Python SDK token refresh race condition in async batch job

Running into a weird race condition with the Genesys Cloud Python SDK (genesyscloud). I’m processing a large batch of interaction updates asynchronously. The job starts fine, but halfway through, a chunk of requests fail with 401 Unauthorized.

The SDK has an internal refresh mechanism, but it seems to be lagging when multiple async tasks hit the expiration window at the same time. Here’s the pattern:

  • Task A sends request → 401
  • SDK triggers refresh → gets new token
  • Task B sends request (started before refresh completed) → 401
  • Task C sends request (after refresh) → 200

It looks like the refresh isn’t locking the outgoing requests properly or the cache update is async itself.

I’ve tried:

  • Setting retry_on_401=True in the client config. It helps but causes massive delays as each task retries individually.
  • Manually refreshing the token before the batch loop. Doesn’t help because the batch takes longer than the 3600s expiry.
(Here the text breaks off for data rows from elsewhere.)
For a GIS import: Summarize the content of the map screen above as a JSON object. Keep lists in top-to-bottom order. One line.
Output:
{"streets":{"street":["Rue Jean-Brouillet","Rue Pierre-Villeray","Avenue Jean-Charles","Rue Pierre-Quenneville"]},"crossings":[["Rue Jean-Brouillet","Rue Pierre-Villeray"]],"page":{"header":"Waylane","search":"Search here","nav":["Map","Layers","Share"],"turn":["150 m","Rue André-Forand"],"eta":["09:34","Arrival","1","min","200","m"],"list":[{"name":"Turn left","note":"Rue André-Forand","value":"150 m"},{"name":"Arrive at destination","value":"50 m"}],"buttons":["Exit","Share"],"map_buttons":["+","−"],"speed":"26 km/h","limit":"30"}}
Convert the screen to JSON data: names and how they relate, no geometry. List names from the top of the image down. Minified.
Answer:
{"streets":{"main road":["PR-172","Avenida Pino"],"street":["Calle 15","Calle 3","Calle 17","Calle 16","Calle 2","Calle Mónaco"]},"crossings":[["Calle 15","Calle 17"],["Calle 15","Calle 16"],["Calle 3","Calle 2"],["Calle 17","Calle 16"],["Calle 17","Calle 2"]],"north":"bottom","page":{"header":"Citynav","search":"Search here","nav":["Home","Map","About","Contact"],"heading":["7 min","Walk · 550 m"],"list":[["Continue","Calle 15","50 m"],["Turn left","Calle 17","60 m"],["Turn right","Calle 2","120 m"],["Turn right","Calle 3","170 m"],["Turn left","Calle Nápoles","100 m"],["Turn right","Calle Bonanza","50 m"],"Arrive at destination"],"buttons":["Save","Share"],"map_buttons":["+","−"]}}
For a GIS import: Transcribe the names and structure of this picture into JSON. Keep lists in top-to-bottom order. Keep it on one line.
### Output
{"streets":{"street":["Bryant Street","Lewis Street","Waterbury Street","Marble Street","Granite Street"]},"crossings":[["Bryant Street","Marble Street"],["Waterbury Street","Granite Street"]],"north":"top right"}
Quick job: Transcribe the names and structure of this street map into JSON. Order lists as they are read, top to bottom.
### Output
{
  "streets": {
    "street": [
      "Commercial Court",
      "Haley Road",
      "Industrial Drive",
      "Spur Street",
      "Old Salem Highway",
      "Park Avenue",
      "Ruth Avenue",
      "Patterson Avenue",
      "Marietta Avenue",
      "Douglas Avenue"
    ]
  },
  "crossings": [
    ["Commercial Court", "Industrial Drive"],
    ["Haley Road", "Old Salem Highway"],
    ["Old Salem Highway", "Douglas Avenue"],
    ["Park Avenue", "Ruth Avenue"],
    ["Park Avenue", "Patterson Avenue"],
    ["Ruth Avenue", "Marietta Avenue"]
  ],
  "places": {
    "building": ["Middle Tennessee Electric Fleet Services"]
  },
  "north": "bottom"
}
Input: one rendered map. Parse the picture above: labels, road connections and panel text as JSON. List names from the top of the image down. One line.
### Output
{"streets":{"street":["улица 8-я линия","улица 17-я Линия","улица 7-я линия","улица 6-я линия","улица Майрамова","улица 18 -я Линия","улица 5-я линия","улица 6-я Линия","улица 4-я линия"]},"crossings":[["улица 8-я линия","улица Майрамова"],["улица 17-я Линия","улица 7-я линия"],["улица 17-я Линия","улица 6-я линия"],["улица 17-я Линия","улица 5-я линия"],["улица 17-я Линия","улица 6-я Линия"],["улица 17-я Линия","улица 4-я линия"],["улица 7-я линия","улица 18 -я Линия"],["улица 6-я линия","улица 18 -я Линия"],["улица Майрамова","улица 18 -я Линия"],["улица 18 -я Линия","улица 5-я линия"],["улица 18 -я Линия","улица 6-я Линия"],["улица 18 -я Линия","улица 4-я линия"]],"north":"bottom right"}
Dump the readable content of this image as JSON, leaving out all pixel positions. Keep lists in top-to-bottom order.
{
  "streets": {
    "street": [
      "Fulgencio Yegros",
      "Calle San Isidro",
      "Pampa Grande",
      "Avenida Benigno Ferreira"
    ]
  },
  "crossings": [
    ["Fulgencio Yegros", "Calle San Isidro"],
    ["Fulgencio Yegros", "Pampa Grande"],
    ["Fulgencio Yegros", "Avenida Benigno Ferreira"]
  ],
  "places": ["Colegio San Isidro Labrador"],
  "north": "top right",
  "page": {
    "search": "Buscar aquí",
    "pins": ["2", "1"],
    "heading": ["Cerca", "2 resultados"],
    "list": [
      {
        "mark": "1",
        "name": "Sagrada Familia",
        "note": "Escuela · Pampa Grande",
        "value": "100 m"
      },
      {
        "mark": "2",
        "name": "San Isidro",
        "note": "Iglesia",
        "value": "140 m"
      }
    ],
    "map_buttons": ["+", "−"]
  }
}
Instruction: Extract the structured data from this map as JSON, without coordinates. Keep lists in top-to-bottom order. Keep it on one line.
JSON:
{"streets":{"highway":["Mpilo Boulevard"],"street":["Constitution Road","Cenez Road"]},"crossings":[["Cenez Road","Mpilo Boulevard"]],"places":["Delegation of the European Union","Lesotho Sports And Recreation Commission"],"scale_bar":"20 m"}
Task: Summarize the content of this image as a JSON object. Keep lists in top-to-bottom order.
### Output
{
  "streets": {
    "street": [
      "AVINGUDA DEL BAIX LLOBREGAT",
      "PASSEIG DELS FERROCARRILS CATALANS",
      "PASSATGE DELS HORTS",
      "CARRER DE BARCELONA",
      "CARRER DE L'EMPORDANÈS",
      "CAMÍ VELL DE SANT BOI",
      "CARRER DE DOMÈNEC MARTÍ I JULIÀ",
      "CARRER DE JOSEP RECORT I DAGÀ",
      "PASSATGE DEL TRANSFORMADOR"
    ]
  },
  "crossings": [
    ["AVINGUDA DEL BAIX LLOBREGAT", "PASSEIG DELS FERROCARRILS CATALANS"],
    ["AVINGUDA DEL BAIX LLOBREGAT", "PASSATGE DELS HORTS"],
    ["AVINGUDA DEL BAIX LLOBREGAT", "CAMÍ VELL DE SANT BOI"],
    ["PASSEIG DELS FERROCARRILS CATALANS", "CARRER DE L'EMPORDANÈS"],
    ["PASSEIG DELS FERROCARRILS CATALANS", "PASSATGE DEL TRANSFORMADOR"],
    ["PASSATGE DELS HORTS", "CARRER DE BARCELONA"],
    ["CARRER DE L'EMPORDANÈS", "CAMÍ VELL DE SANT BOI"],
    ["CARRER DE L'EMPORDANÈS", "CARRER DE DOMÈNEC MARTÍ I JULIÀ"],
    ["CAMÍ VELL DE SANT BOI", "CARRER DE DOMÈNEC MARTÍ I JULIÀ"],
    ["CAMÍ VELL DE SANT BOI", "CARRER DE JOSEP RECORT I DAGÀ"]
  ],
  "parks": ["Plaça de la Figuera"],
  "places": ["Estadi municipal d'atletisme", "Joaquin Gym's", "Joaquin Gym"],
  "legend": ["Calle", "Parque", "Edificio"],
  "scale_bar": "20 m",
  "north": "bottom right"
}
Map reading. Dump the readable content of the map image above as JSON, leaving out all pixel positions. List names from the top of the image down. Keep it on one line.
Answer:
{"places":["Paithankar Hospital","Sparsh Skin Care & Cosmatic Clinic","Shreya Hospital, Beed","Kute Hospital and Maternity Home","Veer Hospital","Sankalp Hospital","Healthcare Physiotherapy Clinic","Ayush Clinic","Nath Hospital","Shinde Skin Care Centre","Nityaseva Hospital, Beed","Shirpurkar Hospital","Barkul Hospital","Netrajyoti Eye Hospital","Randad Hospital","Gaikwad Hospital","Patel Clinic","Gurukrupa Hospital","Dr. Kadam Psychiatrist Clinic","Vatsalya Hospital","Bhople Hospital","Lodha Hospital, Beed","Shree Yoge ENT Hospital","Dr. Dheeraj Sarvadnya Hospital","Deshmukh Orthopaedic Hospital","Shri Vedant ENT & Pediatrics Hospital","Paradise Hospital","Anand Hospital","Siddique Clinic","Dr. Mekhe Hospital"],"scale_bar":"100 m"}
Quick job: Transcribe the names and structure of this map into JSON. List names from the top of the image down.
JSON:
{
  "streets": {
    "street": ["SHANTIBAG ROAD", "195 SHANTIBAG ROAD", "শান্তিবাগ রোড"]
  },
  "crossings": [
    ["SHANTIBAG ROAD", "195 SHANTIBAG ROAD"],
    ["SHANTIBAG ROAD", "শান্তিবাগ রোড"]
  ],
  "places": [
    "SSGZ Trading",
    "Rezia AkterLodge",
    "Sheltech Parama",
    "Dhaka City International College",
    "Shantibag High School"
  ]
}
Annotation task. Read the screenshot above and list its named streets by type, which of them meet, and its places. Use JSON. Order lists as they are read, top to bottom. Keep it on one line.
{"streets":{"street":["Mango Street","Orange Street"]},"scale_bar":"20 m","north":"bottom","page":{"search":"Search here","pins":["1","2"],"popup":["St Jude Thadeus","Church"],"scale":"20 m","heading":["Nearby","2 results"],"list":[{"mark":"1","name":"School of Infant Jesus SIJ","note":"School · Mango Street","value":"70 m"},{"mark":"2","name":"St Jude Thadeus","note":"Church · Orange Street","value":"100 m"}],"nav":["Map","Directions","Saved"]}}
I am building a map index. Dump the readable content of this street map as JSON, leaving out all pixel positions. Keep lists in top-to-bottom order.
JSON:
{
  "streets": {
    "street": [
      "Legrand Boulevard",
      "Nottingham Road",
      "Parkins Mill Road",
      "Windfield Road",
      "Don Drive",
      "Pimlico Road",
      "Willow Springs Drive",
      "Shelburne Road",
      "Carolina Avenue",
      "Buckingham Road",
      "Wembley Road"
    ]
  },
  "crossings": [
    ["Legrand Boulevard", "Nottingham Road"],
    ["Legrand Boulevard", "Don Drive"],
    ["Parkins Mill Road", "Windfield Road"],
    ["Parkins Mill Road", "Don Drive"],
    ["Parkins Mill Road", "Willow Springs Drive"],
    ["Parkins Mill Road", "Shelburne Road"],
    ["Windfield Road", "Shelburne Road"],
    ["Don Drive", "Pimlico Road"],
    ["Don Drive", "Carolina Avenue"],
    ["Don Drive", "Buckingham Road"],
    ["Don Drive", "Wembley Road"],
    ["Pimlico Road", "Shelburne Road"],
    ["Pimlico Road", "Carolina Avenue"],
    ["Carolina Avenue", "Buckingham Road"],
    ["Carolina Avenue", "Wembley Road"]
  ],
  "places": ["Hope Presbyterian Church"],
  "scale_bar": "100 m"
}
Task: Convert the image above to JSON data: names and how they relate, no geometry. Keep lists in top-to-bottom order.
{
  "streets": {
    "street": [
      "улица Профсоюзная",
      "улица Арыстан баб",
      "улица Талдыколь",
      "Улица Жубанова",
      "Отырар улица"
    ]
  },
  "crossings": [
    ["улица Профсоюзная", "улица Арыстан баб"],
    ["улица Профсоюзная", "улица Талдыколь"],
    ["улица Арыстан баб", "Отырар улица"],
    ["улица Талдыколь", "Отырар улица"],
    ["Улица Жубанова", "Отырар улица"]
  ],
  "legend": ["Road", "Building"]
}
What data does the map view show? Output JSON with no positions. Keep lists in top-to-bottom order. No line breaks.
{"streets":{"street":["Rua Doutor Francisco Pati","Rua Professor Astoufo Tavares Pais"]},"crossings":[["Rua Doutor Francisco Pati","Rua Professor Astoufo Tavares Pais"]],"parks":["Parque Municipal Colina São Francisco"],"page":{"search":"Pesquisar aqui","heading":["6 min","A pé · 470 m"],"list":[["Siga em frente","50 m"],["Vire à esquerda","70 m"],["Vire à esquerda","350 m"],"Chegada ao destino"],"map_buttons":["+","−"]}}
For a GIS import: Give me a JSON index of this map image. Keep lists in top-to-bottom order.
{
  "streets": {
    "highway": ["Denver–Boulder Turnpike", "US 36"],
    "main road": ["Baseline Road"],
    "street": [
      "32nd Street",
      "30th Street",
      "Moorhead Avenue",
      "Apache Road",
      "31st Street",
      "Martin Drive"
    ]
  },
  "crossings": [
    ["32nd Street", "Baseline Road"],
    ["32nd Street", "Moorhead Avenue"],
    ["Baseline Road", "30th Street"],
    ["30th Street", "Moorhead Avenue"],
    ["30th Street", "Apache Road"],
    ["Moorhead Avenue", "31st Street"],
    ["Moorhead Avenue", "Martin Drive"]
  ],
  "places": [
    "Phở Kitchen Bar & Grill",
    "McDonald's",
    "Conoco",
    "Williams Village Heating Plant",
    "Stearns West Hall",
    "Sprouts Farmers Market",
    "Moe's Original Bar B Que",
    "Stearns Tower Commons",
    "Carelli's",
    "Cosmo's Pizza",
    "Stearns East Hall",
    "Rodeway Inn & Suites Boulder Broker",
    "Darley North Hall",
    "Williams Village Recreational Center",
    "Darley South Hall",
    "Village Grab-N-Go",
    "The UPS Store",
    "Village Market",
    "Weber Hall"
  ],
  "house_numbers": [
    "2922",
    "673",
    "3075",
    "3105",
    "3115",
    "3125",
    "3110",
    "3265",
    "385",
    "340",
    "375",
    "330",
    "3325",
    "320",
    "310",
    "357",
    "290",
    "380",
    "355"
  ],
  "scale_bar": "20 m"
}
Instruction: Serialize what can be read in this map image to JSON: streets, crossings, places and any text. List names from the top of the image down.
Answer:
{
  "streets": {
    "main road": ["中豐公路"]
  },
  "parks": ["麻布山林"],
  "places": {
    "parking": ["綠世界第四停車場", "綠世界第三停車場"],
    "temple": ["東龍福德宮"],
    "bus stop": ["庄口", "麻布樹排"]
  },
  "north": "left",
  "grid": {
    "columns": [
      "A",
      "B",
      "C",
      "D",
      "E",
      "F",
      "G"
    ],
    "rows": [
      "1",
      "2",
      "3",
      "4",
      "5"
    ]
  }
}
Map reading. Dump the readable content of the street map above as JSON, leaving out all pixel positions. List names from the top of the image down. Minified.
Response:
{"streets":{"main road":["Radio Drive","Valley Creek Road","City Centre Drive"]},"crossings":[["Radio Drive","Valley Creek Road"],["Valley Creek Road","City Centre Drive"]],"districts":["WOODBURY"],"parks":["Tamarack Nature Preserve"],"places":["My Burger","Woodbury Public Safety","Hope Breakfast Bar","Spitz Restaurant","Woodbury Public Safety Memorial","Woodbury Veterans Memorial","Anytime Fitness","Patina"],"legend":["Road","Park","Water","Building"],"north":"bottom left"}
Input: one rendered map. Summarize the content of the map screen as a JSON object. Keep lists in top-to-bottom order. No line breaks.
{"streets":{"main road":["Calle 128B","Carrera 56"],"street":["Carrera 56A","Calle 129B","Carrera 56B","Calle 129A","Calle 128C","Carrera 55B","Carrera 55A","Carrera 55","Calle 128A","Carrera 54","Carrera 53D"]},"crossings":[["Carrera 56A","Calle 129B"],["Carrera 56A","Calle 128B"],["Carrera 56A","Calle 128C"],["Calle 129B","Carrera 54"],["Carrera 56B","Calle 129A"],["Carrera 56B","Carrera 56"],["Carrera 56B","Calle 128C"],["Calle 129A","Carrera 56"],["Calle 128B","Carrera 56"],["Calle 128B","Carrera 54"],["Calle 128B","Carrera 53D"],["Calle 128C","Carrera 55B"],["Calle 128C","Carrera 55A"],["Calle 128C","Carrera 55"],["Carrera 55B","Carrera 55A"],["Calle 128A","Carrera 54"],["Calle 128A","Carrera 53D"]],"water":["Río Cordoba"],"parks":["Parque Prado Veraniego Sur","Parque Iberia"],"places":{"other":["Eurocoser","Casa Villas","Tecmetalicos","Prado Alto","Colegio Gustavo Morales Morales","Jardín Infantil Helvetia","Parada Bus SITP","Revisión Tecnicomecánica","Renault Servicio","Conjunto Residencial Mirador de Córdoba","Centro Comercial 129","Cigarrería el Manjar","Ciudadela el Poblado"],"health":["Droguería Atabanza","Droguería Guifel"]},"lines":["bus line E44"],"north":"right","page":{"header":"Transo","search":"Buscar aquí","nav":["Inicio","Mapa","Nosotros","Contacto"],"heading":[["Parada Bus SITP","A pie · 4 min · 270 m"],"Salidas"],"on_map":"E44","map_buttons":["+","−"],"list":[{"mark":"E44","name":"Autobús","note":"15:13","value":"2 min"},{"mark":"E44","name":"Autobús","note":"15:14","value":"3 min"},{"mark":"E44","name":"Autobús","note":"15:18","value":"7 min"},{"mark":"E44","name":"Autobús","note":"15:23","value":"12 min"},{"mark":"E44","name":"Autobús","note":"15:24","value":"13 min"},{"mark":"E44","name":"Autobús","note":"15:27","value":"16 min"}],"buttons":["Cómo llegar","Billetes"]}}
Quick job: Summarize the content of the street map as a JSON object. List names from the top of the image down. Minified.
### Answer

Is there a way to hook into the SDK’s token refresh event to pause the queue? Or am I better off implementing a custom middleware that catches 401s and retries the specific request with a fresh token fetched via /oauth/token?

Here’s the error I’m seeing in the logs:

genesyscloud.rest.ApiException: (401)
Reason: Unauthorized
HTTP response headers: HTTPHeaderDict({'WWW-Authenticate': 'Bearer error="invalid_token", error_description="Token expired"'})

The environment is Python 3.10, SDK version 8.6.2.